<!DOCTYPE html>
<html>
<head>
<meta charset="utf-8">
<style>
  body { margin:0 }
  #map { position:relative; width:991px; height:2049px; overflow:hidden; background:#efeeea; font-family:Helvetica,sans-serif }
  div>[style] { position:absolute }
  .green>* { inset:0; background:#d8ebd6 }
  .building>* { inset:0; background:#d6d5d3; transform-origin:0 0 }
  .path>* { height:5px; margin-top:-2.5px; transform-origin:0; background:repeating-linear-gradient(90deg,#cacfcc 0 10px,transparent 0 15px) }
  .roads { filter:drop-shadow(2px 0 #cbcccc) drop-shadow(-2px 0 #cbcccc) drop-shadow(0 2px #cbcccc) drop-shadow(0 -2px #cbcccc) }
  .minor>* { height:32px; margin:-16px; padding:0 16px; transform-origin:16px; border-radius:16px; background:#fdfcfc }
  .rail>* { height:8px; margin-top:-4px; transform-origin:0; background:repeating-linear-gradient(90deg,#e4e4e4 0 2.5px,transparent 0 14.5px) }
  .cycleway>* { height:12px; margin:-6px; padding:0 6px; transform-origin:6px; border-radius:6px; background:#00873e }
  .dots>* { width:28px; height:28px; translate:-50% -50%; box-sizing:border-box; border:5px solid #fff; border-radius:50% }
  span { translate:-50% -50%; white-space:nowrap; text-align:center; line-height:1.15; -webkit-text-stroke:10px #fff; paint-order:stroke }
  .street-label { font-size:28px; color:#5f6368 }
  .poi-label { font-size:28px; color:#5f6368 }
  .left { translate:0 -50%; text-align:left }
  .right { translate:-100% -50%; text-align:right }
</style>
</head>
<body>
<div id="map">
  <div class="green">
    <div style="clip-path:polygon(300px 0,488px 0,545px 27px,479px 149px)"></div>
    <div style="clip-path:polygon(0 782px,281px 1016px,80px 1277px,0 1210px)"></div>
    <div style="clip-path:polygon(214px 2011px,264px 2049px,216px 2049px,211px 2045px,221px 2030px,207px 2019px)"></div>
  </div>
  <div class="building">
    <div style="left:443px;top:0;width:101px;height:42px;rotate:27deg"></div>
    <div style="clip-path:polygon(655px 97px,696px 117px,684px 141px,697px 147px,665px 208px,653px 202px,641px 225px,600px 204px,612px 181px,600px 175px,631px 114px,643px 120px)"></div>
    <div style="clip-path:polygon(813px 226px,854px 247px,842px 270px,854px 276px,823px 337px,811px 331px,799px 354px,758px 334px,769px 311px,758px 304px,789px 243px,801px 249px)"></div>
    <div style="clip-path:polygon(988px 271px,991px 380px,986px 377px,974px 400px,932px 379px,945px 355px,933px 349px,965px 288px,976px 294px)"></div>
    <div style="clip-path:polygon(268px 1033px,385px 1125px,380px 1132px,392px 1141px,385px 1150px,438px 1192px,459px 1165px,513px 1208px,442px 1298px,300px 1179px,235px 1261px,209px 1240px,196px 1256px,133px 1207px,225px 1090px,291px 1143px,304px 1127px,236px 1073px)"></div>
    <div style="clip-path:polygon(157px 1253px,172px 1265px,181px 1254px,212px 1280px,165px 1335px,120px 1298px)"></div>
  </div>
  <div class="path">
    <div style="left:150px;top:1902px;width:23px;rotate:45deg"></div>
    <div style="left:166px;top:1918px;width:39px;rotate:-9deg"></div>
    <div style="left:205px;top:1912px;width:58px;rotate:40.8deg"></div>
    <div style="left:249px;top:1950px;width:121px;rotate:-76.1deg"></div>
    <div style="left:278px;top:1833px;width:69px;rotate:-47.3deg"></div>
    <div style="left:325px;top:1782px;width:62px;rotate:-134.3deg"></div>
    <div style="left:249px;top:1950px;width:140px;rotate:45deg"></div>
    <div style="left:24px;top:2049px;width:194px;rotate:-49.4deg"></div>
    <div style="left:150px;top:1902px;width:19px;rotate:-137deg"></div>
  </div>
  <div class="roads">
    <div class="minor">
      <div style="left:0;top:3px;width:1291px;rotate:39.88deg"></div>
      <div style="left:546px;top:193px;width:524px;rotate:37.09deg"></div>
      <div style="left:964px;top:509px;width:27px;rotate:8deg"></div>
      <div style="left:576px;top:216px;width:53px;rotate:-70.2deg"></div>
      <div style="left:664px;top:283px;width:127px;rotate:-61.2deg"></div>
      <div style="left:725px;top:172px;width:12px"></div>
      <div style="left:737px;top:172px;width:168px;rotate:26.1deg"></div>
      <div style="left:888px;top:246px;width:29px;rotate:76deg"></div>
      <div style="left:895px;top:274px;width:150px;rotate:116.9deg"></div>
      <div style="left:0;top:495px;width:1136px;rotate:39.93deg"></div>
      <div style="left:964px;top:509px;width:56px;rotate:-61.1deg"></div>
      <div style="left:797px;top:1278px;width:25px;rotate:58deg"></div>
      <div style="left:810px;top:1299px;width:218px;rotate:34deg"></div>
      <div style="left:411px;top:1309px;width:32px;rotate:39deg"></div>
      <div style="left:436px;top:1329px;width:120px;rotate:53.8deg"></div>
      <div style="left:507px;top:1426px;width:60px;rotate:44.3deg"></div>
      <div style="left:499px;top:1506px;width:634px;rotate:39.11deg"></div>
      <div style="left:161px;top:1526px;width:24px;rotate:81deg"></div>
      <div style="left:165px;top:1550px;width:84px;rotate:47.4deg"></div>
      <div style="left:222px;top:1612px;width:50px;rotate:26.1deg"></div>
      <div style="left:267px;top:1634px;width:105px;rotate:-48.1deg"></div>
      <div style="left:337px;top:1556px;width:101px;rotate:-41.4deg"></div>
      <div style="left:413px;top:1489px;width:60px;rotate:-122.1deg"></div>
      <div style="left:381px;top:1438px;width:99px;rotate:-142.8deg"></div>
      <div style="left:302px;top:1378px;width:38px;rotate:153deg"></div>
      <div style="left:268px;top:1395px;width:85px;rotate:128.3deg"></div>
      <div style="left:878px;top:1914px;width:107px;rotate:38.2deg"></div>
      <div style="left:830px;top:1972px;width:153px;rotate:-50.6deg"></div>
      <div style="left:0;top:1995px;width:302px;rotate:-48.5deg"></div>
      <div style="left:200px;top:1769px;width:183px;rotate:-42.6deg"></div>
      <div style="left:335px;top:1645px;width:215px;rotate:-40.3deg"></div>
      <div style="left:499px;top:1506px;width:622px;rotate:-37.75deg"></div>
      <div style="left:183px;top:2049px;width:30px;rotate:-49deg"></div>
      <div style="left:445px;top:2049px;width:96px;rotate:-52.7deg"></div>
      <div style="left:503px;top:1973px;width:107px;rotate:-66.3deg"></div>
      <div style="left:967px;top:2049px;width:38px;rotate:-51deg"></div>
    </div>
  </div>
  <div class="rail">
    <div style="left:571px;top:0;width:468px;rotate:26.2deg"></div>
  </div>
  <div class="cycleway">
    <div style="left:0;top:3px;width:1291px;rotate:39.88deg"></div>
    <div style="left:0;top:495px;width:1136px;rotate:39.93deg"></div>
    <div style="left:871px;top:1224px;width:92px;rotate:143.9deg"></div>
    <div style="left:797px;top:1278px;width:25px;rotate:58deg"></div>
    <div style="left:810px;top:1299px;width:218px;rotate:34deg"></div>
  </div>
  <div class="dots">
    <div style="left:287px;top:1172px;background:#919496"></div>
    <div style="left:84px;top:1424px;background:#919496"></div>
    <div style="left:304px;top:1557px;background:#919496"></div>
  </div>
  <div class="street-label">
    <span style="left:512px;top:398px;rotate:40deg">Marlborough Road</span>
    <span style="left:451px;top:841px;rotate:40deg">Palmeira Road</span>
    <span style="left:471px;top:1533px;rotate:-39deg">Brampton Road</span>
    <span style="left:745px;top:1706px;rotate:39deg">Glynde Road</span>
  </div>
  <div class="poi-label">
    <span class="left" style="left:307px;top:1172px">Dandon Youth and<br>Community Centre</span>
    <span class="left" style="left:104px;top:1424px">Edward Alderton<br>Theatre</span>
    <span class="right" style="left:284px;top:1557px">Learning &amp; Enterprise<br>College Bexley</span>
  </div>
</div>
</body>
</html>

+ + + + + + +

In the entries above, copy each line that contains the string "roads".

_RESPONSE TO THE EXERCISE_:
  .roads { filter:drop-shadow(2px 0 #cbcccc) drop-shadow(-2px 0 #cbcccc) drop-shadow(0 2px #cbcccc) drop-shadow(0 -2px #cbcccc) }
  <div class="roads">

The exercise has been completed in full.